Data items:
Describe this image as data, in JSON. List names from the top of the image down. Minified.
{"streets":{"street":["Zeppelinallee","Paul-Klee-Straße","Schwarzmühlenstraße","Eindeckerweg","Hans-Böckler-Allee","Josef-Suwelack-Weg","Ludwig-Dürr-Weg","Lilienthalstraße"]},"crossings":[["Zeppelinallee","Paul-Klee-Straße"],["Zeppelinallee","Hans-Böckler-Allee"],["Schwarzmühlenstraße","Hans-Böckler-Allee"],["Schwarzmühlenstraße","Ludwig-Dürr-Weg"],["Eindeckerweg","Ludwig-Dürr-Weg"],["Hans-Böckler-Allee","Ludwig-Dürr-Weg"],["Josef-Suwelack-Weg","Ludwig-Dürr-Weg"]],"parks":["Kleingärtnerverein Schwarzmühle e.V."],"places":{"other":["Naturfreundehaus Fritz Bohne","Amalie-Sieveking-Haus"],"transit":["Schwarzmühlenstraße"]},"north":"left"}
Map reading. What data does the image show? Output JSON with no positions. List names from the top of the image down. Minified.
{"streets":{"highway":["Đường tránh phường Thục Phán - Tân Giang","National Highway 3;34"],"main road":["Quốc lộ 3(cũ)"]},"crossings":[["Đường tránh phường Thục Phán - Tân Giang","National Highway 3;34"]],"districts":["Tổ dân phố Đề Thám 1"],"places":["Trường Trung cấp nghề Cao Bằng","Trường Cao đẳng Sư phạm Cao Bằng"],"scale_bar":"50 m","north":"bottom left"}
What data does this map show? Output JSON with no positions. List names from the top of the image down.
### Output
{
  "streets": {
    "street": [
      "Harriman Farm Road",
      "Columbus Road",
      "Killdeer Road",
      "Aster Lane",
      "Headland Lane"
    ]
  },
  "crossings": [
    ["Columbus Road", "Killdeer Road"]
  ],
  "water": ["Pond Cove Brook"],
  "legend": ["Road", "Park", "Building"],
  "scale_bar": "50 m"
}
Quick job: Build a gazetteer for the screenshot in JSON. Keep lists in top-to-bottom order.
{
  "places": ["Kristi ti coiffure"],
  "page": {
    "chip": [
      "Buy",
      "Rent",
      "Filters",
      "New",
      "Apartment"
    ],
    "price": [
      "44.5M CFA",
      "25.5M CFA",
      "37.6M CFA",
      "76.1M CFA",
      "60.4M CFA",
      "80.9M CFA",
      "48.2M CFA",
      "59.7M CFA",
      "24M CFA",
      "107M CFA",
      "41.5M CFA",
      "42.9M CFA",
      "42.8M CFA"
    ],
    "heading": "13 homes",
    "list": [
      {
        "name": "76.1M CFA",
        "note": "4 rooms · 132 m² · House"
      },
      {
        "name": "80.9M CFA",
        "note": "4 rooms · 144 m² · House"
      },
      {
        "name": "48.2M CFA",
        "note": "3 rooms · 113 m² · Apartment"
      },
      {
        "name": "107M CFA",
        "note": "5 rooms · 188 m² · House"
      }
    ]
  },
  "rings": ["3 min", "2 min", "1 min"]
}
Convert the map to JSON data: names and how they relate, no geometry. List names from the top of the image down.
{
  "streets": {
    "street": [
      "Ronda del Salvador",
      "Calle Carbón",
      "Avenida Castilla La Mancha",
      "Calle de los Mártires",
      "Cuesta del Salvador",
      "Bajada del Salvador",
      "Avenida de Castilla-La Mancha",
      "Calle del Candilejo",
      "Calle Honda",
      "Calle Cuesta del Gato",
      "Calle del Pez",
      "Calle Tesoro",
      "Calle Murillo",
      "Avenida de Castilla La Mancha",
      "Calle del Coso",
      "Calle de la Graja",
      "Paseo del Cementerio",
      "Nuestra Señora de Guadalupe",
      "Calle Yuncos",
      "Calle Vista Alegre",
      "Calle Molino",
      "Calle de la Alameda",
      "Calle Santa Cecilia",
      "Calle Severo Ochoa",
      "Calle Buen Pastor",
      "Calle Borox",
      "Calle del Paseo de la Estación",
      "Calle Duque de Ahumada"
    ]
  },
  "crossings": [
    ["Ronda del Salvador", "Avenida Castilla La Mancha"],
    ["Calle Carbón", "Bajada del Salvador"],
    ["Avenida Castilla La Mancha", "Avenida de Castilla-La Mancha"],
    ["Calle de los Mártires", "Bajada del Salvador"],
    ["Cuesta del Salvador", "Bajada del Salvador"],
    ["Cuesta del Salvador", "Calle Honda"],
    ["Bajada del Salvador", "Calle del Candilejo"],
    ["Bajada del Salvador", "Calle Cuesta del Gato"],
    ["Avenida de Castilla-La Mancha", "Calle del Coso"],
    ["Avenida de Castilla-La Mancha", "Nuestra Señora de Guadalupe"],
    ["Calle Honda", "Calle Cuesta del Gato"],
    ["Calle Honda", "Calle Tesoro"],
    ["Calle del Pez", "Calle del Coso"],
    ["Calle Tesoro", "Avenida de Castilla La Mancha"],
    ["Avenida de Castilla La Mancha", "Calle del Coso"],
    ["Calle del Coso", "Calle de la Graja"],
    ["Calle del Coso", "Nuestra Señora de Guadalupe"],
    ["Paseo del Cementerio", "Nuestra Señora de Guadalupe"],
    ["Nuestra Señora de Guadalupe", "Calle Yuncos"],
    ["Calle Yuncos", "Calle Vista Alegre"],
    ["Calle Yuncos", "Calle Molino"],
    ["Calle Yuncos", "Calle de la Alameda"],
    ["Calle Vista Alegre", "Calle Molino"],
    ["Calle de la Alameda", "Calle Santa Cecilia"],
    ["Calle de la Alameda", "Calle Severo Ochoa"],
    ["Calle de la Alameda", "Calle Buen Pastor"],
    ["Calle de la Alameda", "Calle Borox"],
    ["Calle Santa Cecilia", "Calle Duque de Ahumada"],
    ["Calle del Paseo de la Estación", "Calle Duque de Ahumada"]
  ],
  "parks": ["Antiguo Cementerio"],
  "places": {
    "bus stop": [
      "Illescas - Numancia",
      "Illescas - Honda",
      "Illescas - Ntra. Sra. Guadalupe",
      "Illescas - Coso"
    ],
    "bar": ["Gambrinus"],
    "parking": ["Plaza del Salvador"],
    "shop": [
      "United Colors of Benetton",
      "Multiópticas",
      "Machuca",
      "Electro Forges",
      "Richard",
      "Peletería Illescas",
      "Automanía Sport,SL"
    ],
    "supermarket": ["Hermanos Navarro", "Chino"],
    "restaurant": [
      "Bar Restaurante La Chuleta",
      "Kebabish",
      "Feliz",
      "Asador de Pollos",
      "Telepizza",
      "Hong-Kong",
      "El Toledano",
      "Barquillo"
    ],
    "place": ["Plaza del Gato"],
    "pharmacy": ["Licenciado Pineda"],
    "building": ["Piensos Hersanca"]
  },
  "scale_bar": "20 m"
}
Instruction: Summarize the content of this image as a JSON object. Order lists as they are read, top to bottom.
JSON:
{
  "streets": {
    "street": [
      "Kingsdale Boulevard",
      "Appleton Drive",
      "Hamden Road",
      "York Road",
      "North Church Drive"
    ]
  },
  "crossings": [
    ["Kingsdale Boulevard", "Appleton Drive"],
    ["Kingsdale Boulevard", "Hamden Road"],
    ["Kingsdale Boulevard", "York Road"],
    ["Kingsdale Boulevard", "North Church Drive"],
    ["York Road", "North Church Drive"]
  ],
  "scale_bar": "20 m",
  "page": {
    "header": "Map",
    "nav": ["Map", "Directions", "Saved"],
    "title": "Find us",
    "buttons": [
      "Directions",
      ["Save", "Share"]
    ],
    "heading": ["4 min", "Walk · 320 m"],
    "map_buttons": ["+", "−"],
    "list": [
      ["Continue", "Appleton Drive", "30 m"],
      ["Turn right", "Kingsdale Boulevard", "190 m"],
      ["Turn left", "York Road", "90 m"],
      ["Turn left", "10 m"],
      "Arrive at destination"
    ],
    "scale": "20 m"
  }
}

INSTRUCTIONS FOR THE TASK >>
Write down how many lines of the data above carry the word "Estación". Nothing else belongs in the answer.

WRITTEN ANSWER >>
2